Exercise aim: Within the entries that follow, show each line where the word "index" occurs.

START Dataset extract

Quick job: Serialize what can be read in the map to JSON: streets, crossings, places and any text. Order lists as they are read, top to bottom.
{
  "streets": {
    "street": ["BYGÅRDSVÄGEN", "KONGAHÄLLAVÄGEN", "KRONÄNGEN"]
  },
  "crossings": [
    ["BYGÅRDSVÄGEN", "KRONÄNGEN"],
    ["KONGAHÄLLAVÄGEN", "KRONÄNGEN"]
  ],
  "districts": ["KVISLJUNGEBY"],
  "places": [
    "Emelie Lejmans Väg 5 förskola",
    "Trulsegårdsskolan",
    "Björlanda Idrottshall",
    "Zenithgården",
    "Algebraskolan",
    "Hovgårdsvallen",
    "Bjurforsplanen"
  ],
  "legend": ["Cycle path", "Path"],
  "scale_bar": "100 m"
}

END Dataset extract
START Dataset extract

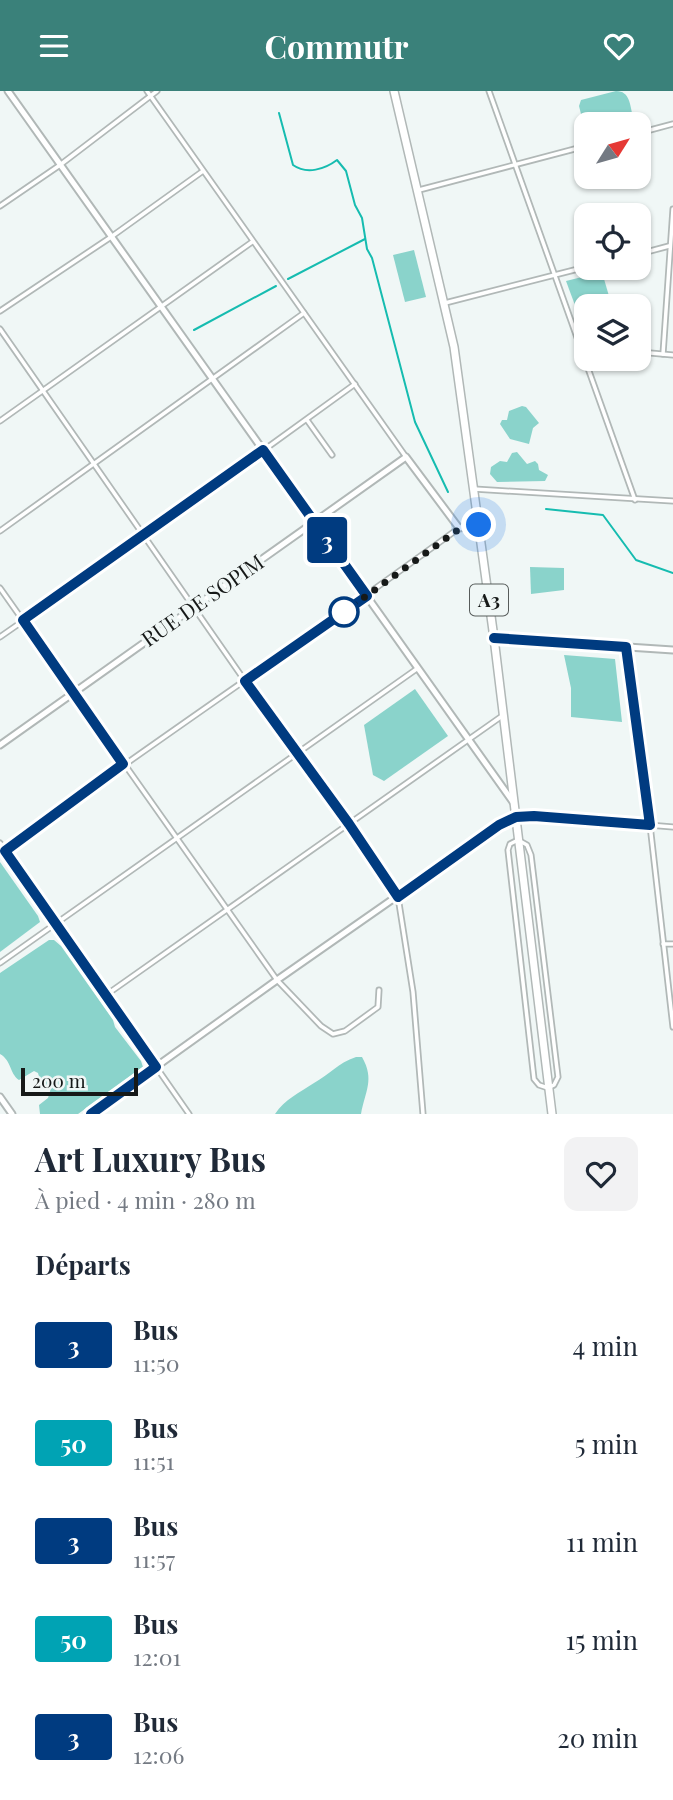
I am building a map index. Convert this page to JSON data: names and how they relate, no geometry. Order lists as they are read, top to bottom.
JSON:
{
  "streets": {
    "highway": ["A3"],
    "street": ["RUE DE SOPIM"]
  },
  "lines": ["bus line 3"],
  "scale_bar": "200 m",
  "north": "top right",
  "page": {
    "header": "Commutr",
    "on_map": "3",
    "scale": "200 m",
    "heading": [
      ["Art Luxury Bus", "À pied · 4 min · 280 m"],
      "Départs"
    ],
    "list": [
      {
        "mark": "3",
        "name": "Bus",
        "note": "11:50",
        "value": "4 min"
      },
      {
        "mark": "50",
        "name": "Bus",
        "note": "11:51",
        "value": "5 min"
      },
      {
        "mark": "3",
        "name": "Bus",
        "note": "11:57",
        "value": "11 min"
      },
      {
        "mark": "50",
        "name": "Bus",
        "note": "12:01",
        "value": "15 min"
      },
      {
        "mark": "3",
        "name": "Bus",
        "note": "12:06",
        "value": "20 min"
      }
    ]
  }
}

END Dataset extract
START Dataset extract

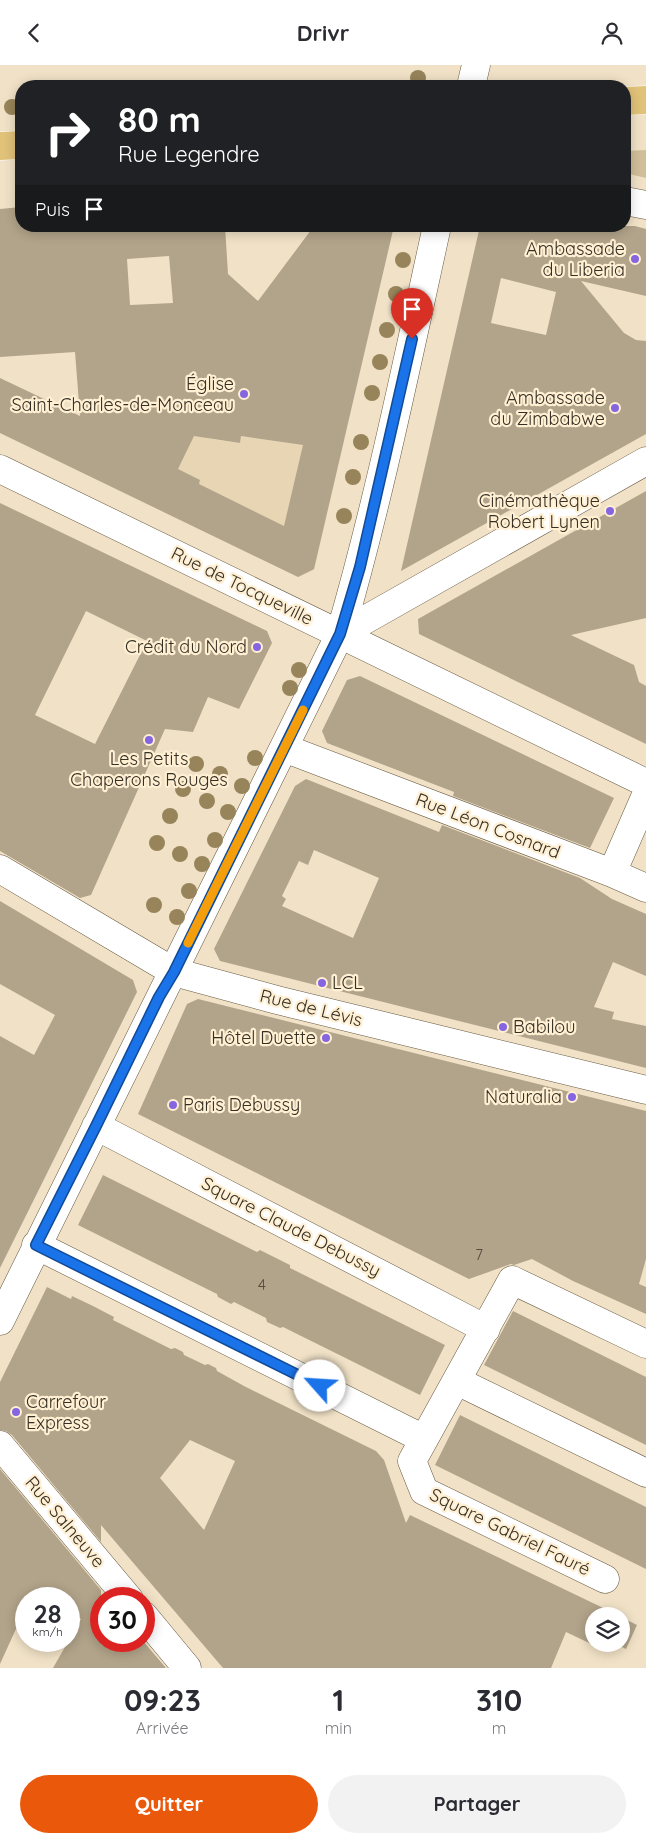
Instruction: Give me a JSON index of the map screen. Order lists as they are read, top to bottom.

END Dataset extract

Final answer:
I am building a map index. Convert this page to JSON data: names and how they relate, no geometry. Order lists as they are read, top to bottom.
Instruction: Give me a JSON index of the map screen. Order lists as they are read, top to bottom.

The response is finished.